RECORD EXTRACTS:
**********

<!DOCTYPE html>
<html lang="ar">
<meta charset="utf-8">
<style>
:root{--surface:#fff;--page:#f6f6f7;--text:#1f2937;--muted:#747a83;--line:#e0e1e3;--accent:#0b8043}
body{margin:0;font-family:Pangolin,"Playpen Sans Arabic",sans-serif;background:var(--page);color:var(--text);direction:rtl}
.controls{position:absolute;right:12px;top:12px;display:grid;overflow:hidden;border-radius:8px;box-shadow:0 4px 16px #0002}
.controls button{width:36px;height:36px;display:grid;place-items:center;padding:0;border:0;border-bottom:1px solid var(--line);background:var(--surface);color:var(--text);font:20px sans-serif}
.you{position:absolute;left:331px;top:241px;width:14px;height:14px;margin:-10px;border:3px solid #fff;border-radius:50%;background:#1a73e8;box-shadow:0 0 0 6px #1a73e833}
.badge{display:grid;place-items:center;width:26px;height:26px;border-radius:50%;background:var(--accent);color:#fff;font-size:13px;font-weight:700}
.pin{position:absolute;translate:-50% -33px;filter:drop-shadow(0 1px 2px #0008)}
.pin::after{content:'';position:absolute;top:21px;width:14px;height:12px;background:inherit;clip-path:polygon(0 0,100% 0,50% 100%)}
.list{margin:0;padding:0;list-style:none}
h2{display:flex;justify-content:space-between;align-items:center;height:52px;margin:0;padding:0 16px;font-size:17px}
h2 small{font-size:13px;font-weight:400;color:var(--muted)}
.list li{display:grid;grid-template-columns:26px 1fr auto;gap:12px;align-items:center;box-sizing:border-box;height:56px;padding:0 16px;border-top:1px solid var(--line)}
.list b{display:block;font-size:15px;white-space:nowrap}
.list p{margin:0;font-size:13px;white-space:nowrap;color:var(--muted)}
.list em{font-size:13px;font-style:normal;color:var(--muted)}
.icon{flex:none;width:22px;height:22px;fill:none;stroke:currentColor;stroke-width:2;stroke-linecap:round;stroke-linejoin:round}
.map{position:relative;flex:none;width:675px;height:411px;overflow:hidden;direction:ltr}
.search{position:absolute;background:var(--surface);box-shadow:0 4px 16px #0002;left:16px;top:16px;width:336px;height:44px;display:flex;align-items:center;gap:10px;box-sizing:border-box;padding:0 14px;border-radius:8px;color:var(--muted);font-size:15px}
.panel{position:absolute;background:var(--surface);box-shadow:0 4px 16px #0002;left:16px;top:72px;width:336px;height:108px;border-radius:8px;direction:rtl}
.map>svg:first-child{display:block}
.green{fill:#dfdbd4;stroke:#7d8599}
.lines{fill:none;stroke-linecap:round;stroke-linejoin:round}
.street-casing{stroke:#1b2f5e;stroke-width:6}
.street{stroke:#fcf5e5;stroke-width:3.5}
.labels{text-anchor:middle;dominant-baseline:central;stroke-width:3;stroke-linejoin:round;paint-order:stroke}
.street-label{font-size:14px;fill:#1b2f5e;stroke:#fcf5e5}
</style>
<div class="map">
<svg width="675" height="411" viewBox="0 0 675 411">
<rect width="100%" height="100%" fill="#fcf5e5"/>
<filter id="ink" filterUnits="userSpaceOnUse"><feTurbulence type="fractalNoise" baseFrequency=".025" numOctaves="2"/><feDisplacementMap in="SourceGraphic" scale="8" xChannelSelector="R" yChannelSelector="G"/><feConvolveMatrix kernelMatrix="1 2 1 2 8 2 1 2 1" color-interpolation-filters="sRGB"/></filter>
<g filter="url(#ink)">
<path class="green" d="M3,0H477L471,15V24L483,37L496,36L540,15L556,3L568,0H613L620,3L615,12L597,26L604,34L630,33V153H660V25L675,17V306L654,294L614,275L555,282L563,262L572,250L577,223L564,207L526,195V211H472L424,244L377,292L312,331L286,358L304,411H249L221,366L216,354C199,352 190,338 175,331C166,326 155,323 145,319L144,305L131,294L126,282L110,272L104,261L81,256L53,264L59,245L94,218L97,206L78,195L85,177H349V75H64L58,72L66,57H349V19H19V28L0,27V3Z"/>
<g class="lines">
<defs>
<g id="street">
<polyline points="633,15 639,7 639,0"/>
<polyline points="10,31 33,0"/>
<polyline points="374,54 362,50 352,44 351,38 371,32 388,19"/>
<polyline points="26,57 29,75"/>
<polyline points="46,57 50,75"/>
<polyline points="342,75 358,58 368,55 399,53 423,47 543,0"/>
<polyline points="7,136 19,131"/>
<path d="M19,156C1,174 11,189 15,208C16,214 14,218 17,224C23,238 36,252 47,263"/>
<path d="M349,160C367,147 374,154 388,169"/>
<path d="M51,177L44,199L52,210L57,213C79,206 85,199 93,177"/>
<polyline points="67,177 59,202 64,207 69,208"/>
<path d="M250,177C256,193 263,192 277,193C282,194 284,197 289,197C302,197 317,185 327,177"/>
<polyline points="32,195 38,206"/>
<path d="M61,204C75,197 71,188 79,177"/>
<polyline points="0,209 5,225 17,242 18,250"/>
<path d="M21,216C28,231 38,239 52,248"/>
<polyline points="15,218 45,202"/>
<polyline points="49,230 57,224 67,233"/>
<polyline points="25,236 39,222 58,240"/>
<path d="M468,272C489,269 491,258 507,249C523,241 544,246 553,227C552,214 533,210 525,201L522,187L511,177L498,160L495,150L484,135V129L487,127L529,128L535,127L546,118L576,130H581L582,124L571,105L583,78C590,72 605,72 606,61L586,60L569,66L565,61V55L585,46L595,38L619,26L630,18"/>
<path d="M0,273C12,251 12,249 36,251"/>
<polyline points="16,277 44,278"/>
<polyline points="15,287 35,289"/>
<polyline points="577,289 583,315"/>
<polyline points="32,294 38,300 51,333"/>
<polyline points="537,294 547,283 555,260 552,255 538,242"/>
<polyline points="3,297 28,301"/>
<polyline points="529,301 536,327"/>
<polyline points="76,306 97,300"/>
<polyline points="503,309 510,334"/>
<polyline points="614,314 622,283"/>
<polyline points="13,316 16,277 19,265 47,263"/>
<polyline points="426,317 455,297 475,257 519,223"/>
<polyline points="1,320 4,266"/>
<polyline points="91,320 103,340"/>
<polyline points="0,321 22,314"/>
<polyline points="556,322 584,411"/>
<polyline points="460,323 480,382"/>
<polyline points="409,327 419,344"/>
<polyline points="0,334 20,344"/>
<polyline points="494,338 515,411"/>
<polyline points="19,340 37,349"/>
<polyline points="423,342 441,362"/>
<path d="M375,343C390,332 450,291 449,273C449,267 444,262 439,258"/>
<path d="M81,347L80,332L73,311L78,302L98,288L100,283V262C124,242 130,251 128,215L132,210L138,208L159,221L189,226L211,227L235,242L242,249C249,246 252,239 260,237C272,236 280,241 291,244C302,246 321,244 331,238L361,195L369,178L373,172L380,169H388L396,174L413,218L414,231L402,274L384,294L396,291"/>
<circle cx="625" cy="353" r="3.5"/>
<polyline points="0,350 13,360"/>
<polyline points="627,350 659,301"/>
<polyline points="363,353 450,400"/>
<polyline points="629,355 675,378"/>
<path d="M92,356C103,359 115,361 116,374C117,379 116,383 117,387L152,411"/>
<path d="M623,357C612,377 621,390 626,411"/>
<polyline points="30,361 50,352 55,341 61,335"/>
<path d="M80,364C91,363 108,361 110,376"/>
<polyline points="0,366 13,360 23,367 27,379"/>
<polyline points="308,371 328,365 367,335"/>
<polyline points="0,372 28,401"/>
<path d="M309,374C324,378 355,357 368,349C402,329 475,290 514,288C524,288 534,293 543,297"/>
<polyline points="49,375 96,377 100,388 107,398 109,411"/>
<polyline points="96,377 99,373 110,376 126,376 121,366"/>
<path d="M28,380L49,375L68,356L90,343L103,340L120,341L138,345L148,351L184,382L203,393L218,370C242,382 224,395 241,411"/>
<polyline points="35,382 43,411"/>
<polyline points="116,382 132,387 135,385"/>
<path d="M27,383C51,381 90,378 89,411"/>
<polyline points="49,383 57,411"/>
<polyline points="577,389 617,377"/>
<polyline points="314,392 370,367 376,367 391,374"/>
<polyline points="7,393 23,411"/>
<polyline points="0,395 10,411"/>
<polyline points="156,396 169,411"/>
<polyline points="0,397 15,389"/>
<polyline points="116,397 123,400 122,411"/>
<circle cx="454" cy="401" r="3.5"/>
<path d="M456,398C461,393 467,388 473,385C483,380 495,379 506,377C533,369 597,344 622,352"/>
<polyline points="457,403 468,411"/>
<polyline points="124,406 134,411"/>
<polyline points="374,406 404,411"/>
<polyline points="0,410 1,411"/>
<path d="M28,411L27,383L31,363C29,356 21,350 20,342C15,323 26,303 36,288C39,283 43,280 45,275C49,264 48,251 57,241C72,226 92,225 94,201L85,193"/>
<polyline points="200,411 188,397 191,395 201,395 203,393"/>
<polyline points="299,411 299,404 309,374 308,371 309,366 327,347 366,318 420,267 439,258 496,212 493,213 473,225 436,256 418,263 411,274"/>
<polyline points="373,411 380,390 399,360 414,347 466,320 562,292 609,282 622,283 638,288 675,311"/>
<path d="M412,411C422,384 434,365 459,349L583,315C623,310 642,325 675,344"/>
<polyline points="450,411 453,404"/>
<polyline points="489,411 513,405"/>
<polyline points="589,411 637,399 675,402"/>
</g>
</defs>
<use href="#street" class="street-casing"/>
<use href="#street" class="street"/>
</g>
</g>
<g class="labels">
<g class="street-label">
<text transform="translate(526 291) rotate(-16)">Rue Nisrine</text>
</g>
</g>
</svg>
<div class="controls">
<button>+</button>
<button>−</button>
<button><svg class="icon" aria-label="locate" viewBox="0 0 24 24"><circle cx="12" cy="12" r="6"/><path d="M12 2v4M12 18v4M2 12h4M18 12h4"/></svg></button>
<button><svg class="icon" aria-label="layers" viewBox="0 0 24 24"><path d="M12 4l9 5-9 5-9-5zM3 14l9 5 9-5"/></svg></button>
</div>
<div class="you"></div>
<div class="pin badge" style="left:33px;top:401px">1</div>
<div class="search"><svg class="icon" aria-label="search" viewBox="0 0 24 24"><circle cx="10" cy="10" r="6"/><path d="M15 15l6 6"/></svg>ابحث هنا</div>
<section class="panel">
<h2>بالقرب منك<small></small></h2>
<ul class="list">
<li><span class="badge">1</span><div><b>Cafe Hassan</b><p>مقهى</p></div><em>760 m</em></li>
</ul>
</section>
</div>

**********

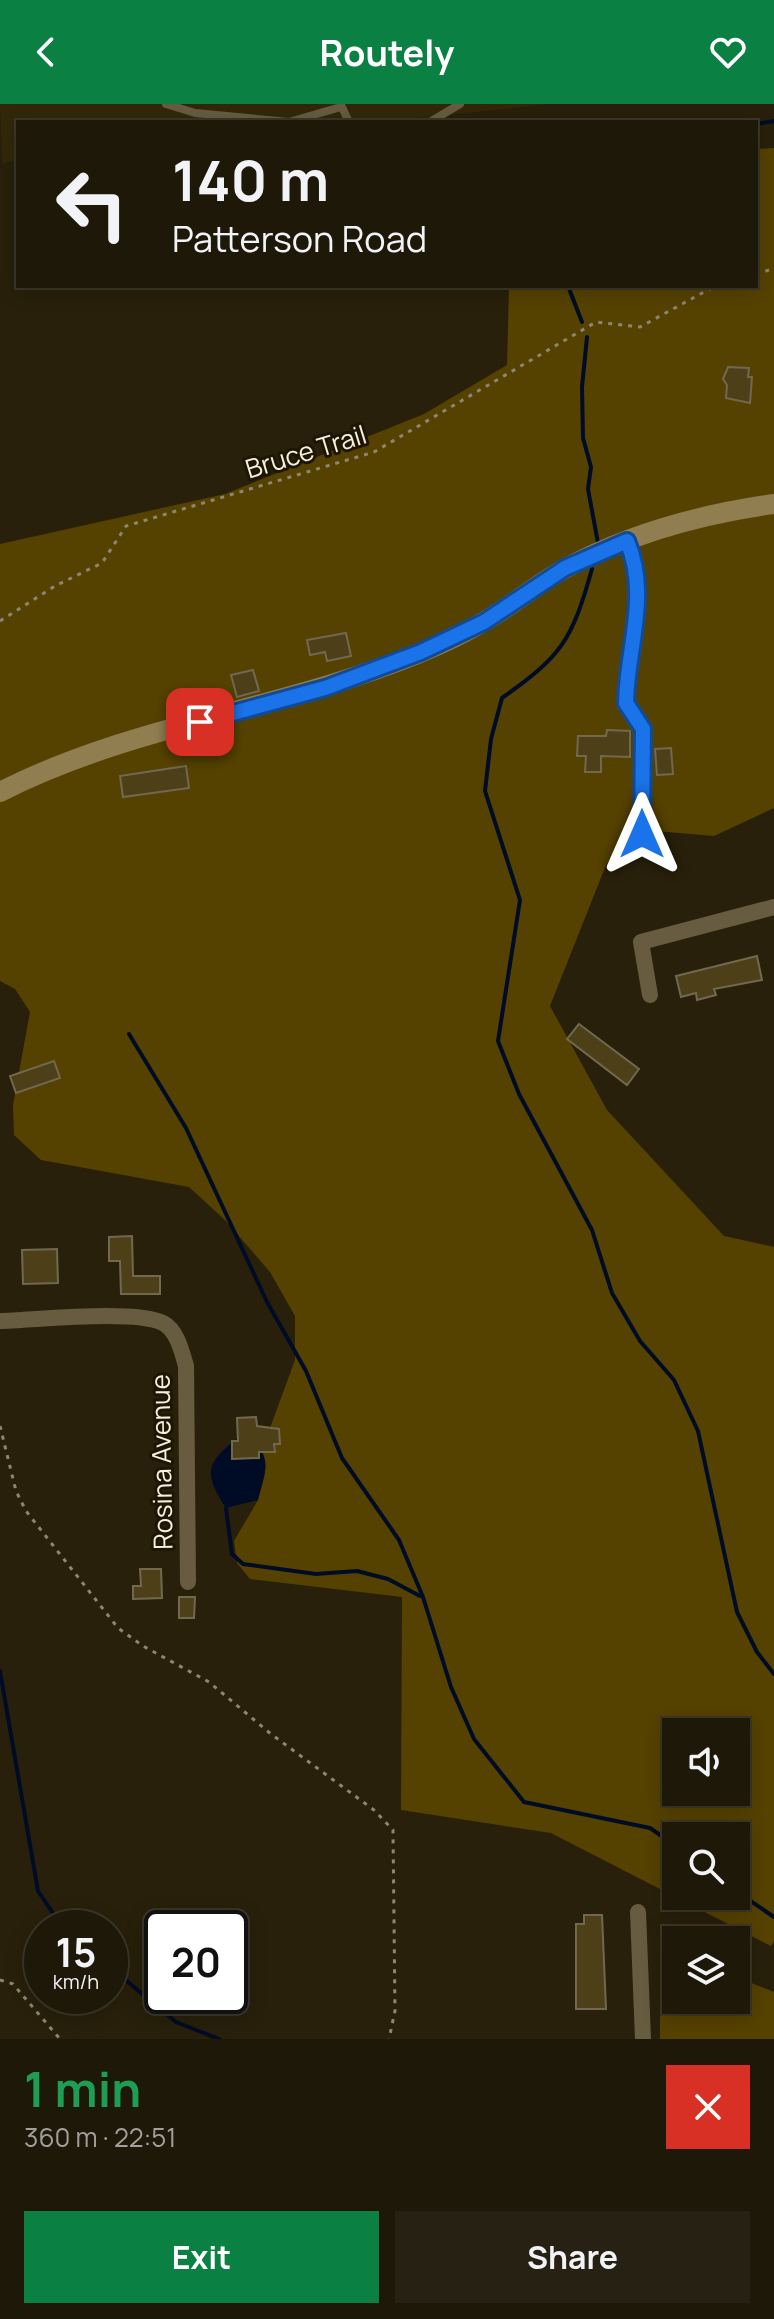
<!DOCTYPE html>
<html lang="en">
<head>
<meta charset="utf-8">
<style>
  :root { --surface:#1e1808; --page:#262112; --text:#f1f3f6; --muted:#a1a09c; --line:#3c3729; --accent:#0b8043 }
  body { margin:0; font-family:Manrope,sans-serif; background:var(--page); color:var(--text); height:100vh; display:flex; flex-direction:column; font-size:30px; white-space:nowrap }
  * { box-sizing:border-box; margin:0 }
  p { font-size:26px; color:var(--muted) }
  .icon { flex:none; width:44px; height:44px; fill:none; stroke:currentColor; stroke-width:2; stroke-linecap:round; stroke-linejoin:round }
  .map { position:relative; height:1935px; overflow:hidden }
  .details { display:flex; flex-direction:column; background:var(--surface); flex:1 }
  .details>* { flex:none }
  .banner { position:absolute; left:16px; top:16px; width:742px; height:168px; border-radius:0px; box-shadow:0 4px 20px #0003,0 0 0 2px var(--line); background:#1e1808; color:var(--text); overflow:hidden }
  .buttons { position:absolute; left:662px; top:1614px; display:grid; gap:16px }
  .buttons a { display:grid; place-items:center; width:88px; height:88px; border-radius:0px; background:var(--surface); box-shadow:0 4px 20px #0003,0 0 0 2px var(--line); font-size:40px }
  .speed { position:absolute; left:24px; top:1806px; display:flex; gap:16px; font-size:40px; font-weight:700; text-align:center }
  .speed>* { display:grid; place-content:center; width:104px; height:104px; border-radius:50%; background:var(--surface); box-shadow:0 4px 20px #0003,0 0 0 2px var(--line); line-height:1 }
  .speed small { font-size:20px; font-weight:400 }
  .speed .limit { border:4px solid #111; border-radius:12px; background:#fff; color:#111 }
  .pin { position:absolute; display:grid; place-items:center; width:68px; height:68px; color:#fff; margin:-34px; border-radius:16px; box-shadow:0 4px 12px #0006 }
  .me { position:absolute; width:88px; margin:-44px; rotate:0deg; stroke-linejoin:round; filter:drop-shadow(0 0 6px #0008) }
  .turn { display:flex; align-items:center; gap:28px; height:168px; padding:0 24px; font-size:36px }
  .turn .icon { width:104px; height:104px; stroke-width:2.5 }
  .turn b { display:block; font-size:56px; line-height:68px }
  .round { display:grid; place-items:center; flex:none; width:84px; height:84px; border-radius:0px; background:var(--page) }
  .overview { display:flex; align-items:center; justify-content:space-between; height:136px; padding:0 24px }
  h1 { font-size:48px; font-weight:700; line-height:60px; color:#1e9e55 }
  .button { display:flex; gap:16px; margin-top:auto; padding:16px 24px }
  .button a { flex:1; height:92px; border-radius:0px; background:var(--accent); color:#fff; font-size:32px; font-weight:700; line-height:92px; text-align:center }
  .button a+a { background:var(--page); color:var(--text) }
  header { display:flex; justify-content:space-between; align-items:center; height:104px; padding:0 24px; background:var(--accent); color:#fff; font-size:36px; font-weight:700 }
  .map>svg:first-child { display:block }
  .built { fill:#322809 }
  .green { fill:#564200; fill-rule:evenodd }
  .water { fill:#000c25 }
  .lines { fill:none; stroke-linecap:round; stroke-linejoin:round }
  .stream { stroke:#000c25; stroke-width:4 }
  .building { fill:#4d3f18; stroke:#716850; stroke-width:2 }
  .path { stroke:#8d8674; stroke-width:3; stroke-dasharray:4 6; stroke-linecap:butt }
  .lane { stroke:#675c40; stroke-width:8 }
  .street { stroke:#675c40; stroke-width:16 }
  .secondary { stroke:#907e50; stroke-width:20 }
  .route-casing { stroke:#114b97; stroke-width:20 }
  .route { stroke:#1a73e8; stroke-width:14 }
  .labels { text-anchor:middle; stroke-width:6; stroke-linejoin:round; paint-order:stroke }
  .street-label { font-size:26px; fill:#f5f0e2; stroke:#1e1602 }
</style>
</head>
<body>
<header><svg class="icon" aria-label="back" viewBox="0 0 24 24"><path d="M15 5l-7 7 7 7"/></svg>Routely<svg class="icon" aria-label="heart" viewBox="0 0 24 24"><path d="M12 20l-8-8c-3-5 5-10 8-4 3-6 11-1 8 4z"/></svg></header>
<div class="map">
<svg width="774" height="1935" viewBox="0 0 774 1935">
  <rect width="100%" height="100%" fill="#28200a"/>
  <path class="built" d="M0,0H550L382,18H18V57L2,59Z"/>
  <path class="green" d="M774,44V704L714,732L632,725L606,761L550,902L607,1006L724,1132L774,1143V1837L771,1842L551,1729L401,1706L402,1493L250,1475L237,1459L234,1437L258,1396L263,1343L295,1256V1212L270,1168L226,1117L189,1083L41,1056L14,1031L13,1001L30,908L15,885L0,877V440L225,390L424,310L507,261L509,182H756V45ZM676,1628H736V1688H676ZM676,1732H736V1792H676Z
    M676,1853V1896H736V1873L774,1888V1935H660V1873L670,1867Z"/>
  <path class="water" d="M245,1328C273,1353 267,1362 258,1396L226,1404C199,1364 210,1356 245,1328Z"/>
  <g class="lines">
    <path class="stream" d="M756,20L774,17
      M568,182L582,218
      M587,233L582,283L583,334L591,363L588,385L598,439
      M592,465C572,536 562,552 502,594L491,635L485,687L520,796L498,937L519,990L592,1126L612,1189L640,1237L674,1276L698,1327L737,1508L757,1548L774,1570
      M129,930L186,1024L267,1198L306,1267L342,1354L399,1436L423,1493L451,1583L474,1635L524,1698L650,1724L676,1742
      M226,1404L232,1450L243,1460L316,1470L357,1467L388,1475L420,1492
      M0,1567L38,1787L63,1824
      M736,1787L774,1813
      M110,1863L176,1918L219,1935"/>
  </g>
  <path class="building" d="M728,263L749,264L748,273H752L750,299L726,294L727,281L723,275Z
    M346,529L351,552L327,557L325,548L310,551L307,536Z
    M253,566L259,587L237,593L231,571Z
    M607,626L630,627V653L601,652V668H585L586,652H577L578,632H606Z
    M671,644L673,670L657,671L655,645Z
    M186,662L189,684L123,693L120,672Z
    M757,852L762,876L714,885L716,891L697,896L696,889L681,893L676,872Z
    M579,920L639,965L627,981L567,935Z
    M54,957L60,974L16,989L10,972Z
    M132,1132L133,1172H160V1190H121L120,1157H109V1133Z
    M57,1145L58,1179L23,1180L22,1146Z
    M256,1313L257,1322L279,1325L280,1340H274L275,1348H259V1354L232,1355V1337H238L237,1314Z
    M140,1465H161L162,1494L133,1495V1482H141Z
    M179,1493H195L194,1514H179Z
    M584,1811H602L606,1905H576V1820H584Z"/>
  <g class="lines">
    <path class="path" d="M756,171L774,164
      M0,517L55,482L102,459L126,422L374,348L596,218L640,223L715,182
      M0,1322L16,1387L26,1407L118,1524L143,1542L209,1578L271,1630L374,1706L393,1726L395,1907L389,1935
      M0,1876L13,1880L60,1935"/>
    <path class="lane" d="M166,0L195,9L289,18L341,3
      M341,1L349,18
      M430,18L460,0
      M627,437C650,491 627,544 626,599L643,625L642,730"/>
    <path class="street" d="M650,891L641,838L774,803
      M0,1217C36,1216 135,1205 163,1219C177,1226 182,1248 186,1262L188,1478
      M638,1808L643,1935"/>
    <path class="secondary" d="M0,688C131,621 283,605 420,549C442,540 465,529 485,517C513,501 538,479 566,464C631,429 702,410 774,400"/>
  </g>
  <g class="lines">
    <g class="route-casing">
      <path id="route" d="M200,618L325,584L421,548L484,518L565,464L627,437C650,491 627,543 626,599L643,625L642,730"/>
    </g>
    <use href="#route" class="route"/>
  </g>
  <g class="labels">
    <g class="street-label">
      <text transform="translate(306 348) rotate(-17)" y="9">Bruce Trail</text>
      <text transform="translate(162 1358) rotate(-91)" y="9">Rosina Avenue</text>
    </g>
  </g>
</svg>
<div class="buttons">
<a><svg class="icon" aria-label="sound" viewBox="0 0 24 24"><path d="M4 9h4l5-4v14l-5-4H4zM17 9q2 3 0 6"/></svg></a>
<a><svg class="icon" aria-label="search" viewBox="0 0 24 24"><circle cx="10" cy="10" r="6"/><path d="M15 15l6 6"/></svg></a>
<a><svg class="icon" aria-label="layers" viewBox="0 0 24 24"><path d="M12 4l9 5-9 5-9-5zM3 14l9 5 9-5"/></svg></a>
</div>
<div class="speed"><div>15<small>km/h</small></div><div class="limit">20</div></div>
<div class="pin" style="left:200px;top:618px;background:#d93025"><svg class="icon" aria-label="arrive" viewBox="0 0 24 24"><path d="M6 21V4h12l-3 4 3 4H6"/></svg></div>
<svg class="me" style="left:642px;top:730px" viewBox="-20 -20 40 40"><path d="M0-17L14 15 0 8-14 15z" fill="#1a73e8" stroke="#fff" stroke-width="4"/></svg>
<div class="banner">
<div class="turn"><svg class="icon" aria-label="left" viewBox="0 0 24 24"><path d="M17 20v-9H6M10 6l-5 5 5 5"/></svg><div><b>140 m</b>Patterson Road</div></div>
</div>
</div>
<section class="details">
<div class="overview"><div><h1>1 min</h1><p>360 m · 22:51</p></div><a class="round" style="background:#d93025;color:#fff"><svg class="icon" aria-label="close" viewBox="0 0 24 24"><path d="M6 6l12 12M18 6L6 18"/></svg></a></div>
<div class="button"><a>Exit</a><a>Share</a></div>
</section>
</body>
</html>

**********

EXERCISE:
How many lines of the records contain the string "html"? Respond with the number alone.

ANSWER BOX:
5